Tyne & Wear

Lorry driver Owen Davis had coughing fit before Seaham fatal crash

Crash scene
Image caption The lorry went over the family's people carrier and ended up 330ft away on the golf course

A lorry driver has told an inquest how he had a coughing fit before a crash which killed four members of a family.

Owen Davis, 42, told the inquest he coughed for about six seconds before passing out. He then woke up after the crash in County Durham in April 2012.

Robert Reed, 75, his wife Margaret, 74, their one-year-old granddaughter Destiny, and her mother Natalie, 18, died in the crash, near Seaham.

Durham Coroner Andrew Tweddle ruled all the deaths were caused by accident.

Mr Davis, from Hetton-le-Hole, was initially arrested after the crash, near Sharpley Golf Club, but later told he would not face prosecution.

The hearing in Crook was told Mr Davis's blood was tested for whooping cough after hearing his teenage son had also passed out during a coughing fit.

The test revealed a whooping cough infection had been present.

The lorry, which was carrying Tarmac, went over Mr Reed's people carrier, through a hedge, up a bank and ended up 330ft (100m) away on the golf course, the inquest heard.

'Peace and quiet'

Mr Davis told the inquest: "I had the radio on, I was listening to Aha Take On Me and I was tapping my finger.

"I know my speed was increasing so I took my foot off the accelerator... I remember thinking about what was in the fridge for dinner and getting my sandwich."

Mr Davis said he then began to cough for what he guessed to be "about six seconds" before he passed out.

He said: "I got out of the lorry, I was dazed, I didn't know what had happened.

"I had a pain in my stomach where I had hit the steering wheel. I wanted to lie down."

Mrs Reed, of Houghton-le-Spring, died from her injuries at the James Cook University Hospital, Middlesbrough.

Mr Reed, who was driving the car, and Natalie and Destiny, from Fencehouses, died at the scene.

Coroner Mr Tweddle said: "It really was one of the most tragic situations of being in the wrong place at exactly the wrong time."

When asked by if there was anything he would like to add, Mr Davis, who is married with two sons, told the inquest: "A lot of things, but I can't.

"Just that my heart goes out to them."

Outside the hearing, Julie Duggan, whose son Sean was Natalie's partner and Destiny's father, said the family were "devastated" after what had happened.
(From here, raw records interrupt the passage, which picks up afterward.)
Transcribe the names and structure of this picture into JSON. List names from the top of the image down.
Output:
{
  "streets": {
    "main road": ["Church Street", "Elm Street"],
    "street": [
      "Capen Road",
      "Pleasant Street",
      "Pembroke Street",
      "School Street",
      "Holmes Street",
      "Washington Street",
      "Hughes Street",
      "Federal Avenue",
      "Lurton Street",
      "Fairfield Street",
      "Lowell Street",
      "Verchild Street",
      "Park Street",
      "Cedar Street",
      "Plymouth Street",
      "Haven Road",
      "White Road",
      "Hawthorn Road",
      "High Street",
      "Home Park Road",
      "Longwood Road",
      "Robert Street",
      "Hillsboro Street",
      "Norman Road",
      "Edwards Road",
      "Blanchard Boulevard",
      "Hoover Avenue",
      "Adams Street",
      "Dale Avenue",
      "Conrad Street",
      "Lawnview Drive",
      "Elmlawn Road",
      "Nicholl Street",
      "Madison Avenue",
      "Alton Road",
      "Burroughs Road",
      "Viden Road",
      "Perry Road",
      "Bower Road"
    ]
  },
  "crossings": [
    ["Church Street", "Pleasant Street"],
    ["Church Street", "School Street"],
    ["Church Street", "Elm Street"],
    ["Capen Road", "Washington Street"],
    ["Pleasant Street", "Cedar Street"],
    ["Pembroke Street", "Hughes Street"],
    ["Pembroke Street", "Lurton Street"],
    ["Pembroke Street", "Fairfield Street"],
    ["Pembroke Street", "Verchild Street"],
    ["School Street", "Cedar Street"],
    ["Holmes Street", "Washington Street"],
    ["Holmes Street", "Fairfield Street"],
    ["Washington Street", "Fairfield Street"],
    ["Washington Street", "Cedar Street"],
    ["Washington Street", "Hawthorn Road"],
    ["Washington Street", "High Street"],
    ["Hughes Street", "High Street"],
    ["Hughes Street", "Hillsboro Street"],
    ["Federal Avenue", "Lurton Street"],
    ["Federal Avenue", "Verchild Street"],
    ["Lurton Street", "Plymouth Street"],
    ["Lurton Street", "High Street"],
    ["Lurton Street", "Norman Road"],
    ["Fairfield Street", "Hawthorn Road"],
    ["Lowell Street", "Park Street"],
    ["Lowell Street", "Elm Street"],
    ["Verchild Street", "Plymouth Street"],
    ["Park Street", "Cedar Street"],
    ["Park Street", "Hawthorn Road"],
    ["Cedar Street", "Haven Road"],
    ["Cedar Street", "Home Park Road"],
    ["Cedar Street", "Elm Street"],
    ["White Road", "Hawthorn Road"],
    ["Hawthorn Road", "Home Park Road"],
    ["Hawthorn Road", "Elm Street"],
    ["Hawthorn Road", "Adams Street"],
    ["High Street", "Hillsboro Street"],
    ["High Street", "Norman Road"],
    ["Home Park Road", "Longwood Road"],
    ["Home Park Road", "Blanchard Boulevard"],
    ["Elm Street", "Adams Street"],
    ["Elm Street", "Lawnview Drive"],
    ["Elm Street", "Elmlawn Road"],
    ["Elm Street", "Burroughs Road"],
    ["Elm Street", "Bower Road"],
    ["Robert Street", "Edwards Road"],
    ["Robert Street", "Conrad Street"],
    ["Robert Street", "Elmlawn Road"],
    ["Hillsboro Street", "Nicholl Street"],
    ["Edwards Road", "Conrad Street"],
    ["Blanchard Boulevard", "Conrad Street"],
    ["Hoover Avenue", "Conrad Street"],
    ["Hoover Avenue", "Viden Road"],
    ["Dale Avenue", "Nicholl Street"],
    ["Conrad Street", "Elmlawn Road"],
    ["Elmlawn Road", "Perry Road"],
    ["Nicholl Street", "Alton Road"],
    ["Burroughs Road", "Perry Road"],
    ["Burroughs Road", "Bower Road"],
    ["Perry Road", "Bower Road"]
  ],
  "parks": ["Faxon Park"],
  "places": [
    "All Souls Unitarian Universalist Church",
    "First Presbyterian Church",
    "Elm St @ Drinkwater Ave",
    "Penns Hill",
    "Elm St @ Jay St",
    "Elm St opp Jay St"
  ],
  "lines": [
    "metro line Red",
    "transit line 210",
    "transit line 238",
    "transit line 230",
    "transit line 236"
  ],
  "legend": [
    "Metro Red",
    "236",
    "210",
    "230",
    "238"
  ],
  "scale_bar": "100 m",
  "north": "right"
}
She added: "They can grieve but they cannot move on.

"They were a lovely family. Margaret was a great person and Bobby was too.

"Natalie was so loveable and Destiny was absolutely gorgeous. She was beautiful.

"I don't know how he can live with himself."

Temporary Chief Inspector Ed Turner said after the hearing: "This is a very rare occurrence and it would appear the gentleman had very little opportunity to respond."